ENTRIES SHOWN: Begin
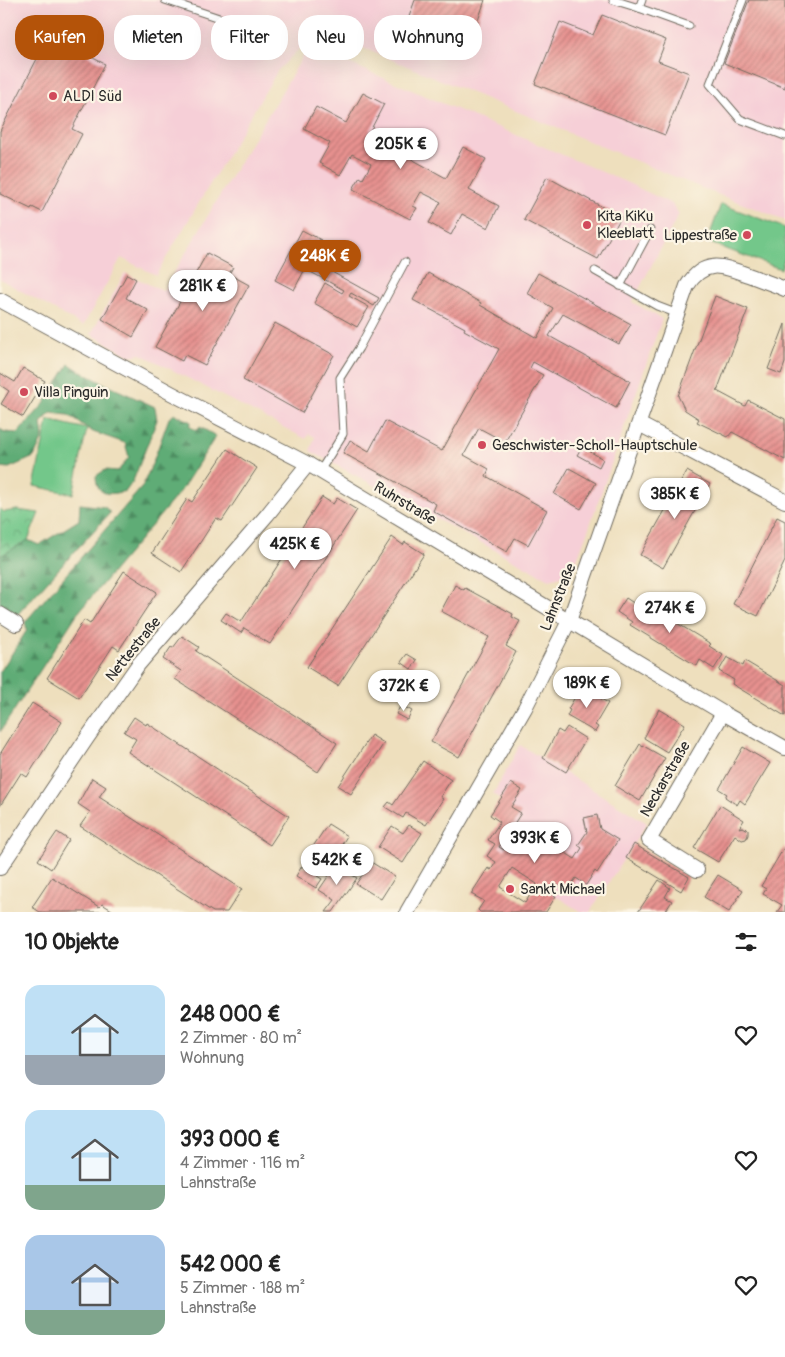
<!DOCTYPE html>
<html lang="de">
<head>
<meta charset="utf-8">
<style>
  body { margin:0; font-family:Pangolin,sans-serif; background:#f6f6f6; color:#222; height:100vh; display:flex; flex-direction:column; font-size:19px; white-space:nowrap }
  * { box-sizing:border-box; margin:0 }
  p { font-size:16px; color:#767676 }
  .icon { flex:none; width:28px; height:28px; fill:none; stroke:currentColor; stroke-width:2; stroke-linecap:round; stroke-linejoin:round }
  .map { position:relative; height:912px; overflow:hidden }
  .panel { display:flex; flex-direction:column; background:#fff; flex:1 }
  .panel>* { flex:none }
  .guide { position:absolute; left:15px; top:15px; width:500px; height:45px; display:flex; gap:10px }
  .price { position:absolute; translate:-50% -42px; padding:0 11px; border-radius:18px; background:#fff; color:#222; font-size:16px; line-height:32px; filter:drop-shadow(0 1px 2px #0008) }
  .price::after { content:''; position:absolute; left:50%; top:30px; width:15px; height:11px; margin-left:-8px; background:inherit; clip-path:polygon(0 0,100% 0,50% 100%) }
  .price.on { background:#b45309; color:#fff }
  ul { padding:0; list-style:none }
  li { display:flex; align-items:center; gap:15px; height:125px; padding:0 25px }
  li span { display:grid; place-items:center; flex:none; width:140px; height:100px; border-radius:15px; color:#555 }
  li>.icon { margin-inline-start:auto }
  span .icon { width:60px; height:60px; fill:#fffc; stroke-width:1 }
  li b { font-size:21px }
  h2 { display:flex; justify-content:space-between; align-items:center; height:60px; padding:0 25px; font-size:21px }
  .pill { padding:0 18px; border-radius:20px; background:#fff; box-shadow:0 5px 20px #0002; font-size:18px; line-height:45px }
  .pill.on { background:#b45309; color:#fff }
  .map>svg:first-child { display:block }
</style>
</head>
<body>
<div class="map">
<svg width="785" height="912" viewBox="0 0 785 912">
  <defs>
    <pattern id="forest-firs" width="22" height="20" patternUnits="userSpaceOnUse" patternTransform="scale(1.25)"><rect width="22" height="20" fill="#5eac76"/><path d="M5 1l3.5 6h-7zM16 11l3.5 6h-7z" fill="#4e8c61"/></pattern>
    <pattern id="park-crowns" width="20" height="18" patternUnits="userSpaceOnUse" patternTransform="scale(1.25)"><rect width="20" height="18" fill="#73c78a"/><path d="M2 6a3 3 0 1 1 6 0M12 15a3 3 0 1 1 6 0" fill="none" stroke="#5fa271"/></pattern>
    <pattern id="building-hatch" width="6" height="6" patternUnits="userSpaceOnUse" patternTransform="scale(1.25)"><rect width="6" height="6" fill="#e7918f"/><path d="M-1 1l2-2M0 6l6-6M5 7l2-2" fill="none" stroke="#bb7775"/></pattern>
  </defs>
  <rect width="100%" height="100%" fill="#fcf5e5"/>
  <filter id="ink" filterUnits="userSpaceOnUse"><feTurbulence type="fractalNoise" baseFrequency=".02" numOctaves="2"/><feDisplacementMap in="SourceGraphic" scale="10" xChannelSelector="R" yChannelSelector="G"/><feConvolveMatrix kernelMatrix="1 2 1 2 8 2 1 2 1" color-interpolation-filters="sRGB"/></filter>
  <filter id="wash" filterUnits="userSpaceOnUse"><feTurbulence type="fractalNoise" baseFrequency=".0096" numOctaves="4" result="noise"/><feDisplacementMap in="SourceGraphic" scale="20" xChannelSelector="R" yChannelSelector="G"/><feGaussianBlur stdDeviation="1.12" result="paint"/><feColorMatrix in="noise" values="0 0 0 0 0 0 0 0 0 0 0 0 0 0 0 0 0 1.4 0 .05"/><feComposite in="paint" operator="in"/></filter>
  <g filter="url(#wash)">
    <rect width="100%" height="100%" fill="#eedfbd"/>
    <!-- built -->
    <g fill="#f6cfd7">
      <polygon points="0,0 785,0 785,220 709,191 339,38 308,40 278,70 156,275 121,258 83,326 0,279"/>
      <polygon points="309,46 628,183 672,204 679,214 632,302 662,319 590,525 574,567 568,574 550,579 541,575 310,451 315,437 309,434 306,439 141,354 129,356 91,334 125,273 163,291"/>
      <polygon points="520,745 647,823 590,912 581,912 513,869 510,872 487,856 494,844 488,840 500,822 490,815 500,799 493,794"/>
    </g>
    <!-- green -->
    <g fill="#73c78a" stroke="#4f795a">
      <polygon points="721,204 785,228 785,257 781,269 707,242"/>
      <polygon points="48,420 87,429 73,494 34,486"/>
    </g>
    <!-- forest -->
    <g fill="url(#forest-firs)" stroke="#446c50">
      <path d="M69 364C96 382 126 393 155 407L157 420 133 481 126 491C109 495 97 497 96 476L105 470 118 471 129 457 125 443 93 432 68 415 51 413 41 423 43 437 34 457 9 468 0 467V429L5 432 18 433 44 404Z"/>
      <polygon points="175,414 191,422 189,426 197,431 200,427 216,436 180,492 77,614 0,732 0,672 27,630 25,622 142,487 153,462 169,418"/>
      <polygon points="80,504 105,507 110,513 15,617 0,607 0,556 28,540 39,545 79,520"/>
    </g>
    <!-- park -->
    <polygon fill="url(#park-crowns)" stroke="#4f795a" points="0,508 4,512 17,510 39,513 28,540 0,556"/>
    <g id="blocks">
      <!-- building -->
      <g fill="url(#building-hatch)" fill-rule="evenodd">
        <polygon points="415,0 485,0 468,50 405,28"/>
        <polygon points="749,0 785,0 785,88 724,63"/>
        <polygon points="602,15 666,40 658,61 689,73 665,135 535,84 560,22 593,35"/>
        <polygon points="58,18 85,31 75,49 105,64 72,129 82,134 42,212 32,207 31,209 0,194 0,131"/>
        <polygon points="363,93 384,104 368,135 446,178 463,147 486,159 469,190 499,206 488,228 462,214 451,235 429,223 441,202 421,192 413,206 417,208 410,219 353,189 360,177 363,179 371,164 352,154 340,175 319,163 330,143 304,129 316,107 346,123"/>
        <polygon points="547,177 621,217 598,259 524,220"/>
        <polygon points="302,230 321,240 310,260 379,298 374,306 351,293 349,296 369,307 357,327 314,303 325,283 342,293 344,290 305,269 294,290 275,280"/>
        <polygon points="207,253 233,267 229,274 249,285 205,365 185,355 182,361 155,347"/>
        <polygon points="428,273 481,303 480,305 537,338 553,308 527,293 538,273 631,324 619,344 563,314 549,336 630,381 616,408 533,362 530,368 543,375 505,442 479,428 464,455 489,469 486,476 547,510 528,545 515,538 507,552 433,511 436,504 343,453 350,440 369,451 385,421 442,451 499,349 464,330 465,328 413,300"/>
        <polygon points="127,274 136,279 126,298 148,310 133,337 102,319"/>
        <polygon points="715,296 748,309 717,391 745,406 748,400 785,419 785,460 732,432 728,437 697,422 699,419 685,410 678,396"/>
        <polygon points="275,323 334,355 302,413 243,380"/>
        <polygon points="785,324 785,363 781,374 768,369"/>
        <polygon points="23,368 45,381 23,417 1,404 9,391 0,385 0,373 15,382"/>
        <polygon points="582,447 603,459 599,467 577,455"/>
        <polygon points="227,449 257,468 222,521 216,518 181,572 152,553 187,499 192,502"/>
        <polygon points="569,468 596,483 581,509 554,494"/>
        <polygon points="687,471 710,484 663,568 640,555"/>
        <polygon points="322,497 333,504 337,498 357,510 270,644 244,628 241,633 221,620 226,613 241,622"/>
        <polygon points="777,517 785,521 785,561 758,616 733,604"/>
        <polygon points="392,537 403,545 405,542 424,554 338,686 307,667"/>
        <polygon points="124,571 157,592 119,650 113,646 79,698 47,678 84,620 90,624"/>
        <polygon points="455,585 464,590 465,588 513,614 512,617 520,621 506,646 516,652 459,757 431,742 489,637 441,611"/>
        <polygon points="626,598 641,608 644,603 711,644 709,646 723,655 714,669 700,660 697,666 630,625 632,622 617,612"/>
        <polygon points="182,636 199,647 196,651 337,743 318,772 175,679 181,671 163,659 171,647 173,648"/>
        <polygon points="407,654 417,660 411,669 401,662"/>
        <polygon points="727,657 743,666 745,661 785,685 785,716 732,684 734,680 719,671"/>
        <polygon points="581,687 608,703 595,725 598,727 595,732 567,716 570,710 568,709"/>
        <polygon points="32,703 62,722 27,777 21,773 0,806 0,754"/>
        <polygon points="401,705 412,711 407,720 396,714"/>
        <polygon points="659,709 685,724 667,752 644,738"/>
        <polygon points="134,717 146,725 147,723 289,816 270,845 128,752 136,739 124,732"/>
        <polygon points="567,727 586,739 566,772 543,758 558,730 563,733"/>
        <polygon points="371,735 384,743 351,794 338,786"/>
        <polygon points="640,744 665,758 640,801 615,786"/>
        <polygon points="743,747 770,763 745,804 740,800 737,805 725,797 727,794 719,789"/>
        <polygon points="423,761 451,780 440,797 443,799 426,825 406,813 403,818 385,807 389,802 393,805"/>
        <polygon points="92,778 106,787 99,797 242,889 227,912 213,912 80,826 90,812 78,804"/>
        <path d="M511 783 522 790 511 807 521 813 499 847 504 850 518 827 533 837 531 841 550 853 555 846 575 859 582 848 578 845 587 832 584 818 597 815 600 829 618 840 597 873 595 871 586 885 576 878 567 891 554 883 549 892 556 896 546 912H480L478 910 484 901 471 894 488 868 491 870 496 862 487 856 495 844 488 840 500 822 490 815ZM512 868 537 884 525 903 500 887Z"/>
        <polygon points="720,805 744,820 739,828 743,827 748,830 748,835 746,839 742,840 735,835 718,862 694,848"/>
        <polygon points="328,824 347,836 330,864 327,862 317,876 322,879 316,888 296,876 302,866 305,868 316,851 312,848"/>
        <polygon points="409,825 422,833 403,863 378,847 392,826 403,833"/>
        <polygon points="57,832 69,840 51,869 38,860"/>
        <polygon points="634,844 689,877 681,891 626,858"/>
        <polygon points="785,846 785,912 777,912 782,905 763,894 766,889 761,886"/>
        <polygon points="371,862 395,877 381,899 356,884"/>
        <polygon points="336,865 357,878 333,912 326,912 335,900 319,890"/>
        <polygon points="718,875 743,890 729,912 704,897"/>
        <polygon points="52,877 99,907 102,904 115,912 40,912 32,907"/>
        <polygon points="659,880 670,888 665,897 672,901 665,912 638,912"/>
      </g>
    </g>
  </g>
  <g filter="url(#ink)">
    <use href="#blocks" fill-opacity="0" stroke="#6f6a5e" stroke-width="1"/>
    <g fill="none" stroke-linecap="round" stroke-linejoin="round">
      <defs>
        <g id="lane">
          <polyline points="165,0 267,34"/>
          <polyline points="613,0 639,8 642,0"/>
          <polyline points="743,0 710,84 740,119 785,136"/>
          <polyline points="639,8 689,26"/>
          <polyline points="595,271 657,306 678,314"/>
          <polyline points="620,286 650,230"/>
          <polyline points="320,471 343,434 340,378 359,348 405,262"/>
        </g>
        <g id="street">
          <polyline points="0,300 171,393 308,464 723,713 785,748"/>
          <polyline points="639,424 785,501"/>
          <polyline points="0,614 16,624"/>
          <polyline points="0,868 87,738 138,665 267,515 308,464"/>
          <polyline points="697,870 649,840 723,713"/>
          <path d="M407 912 525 708 569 621 687 286C704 258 723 266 748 275 761 280 773 284 785 289"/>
        </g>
      </defs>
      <!-- lane casing -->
      <use href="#lane" stroke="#6f6a5e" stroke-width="9"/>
      <!-- street casing -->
      <use href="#street" stroke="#6f6a5e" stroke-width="16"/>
      <!-- lane -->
      <use href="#lane" stroke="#fff" stroke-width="7"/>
      <!-- street -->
      <use href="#street" stroke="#fff" stroke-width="14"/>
    </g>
  </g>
  <!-- markers -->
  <g fill="#d1495b" stroke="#fcf5e5" stroke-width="2">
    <circle cx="53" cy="96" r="5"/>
    <circle cx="587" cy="225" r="5"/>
    <circle cx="747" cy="235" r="5"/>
    <circle cx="24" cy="392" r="5"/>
    <circle cx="482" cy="445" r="5"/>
    <circle cx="510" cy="889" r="5"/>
  </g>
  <g text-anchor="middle" stroke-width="4.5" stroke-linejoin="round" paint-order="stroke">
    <!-- poi labels -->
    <g font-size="15" fill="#2b2b2b" stroke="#fcf5e5" text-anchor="start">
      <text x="63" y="101">ALDI Süd</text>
      <text x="597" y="221">Kita KiKu<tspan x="597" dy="17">Kleeblatt</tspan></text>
      <text x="737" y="240" text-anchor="end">Lippestraße</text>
      <text x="34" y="397">Villa Pinguin</text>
      <text x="492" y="450">Geschwister-Scholl-Hauptschule</text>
      <text x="520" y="894">Sankt Michael</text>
    </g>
    <!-- street labels -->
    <g font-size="15" fill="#2b2b2b" stroke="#fcf5e5">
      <text transform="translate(405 503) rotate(31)" y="5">Ruhrstraße</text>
      <text transform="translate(558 597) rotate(-68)" y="5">Lahnstraße</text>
      <text transform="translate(133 649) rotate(-51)" y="5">Nettestraße</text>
      <text transform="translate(665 779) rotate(-60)" y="5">Neckarstraße</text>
    </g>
  </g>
</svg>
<b class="price" style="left:401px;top:170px">205K €</b>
<b class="price on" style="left:325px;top:282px">248K €</b>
<b class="price" style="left:203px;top:312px">281K €</b>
<b class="price" style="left:675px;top:520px">385K €</b>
<b class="price" style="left:295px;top:570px">425K €</b>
<b class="price" style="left:670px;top:634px">274K €</b>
<b class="price" style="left:587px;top:709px">189K €</b>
<b class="price" style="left:404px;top:712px">372K €</b>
<b class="price" style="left:535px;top:864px">393K €</b>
<b class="price" style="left:337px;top:886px">542K €</b>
<div class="guide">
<a class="pill on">Kaufen</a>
<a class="pill">Mieten</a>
<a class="pill">Filter</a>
<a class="pill">Neu</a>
<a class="pill">Wohnung</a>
</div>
</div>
<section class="panel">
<h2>10 Objekte<svg class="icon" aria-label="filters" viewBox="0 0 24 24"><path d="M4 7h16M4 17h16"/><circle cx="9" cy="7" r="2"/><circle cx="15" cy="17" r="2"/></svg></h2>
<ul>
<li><span style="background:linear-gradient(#bfe0f5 70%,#9aa5b1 0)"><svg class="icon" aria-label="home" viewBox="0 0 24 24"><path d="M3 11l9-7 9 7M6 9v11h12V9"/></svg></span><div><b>248 000 €</b><p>2 Zimmer · 80 m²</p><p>Wohnung</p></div><svg class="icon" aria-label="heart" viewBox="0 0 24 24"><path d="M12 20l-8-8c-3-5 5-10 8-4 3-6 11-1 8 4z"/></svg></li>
<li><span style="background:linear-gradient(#bfe0f5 75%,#7fa58c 0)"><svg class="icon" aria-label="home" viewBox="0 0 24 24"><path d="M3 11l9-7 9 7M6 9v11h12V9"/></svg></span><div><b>393 000 €</b><p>4 Zimmer · 116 m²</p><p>Lahnstraße</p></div><svg class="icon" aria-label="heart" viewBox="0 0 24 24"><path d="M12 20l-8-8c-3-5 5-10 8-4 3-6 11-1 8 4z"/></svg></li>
<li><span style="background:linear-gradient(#a9c7e8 75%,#7fa58c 0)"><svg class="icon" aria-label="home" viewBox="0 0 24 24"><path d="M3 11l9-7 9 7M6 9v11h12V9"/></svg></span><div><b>542 000 €</b><p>5 Zimmer · 188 m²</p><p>Lahnstraße</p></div><svg class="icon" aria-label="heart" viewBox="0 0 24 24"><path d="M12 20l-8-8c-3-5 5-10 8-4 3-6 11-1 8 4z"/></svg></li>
</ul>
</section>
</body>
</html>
ENTRIES SHOWN: End
*WHAT YOU SHOULD DO:*
Take each line of the material above that holds the string "feDisplacementMap" and copy it.

*RESULT OF THE EXERCISE:*
  <filter id="ink" filterUnits="userSpaceOnUse"><feTurbulence type="fractalNoise" baseFrequency=".02" numOctaves="2"/><feDisplacementMap in="SourceGraphic" scale="10" xChannelSelector="R" yChannelSelector="G"/><feConvolveMatrix kernelMatrix="1 2 1 2 8 2 1 2 1" color-interpolation-filters="sRGB"/></filter>
  <filter id="wash" filterUnits="userSpaceOnUse"><feTurbulence type="fractalNoise" baseFrequency=".0096" numOctaves="4" result="noise"/><feDisplacementMap in="SourceGraphic" scale="20" xChannelSelector="R" yChannelSelector="G"/><feGaussianBlur stdDeviation="1.12" result="paint"/><feColorMatrix in="noise" values="0 0 0 0 0 0 0 0 0 0 0 0 0 0 0 0 0 1.4 0 .05"/><feComposite in="paint" operator="in"/></filter>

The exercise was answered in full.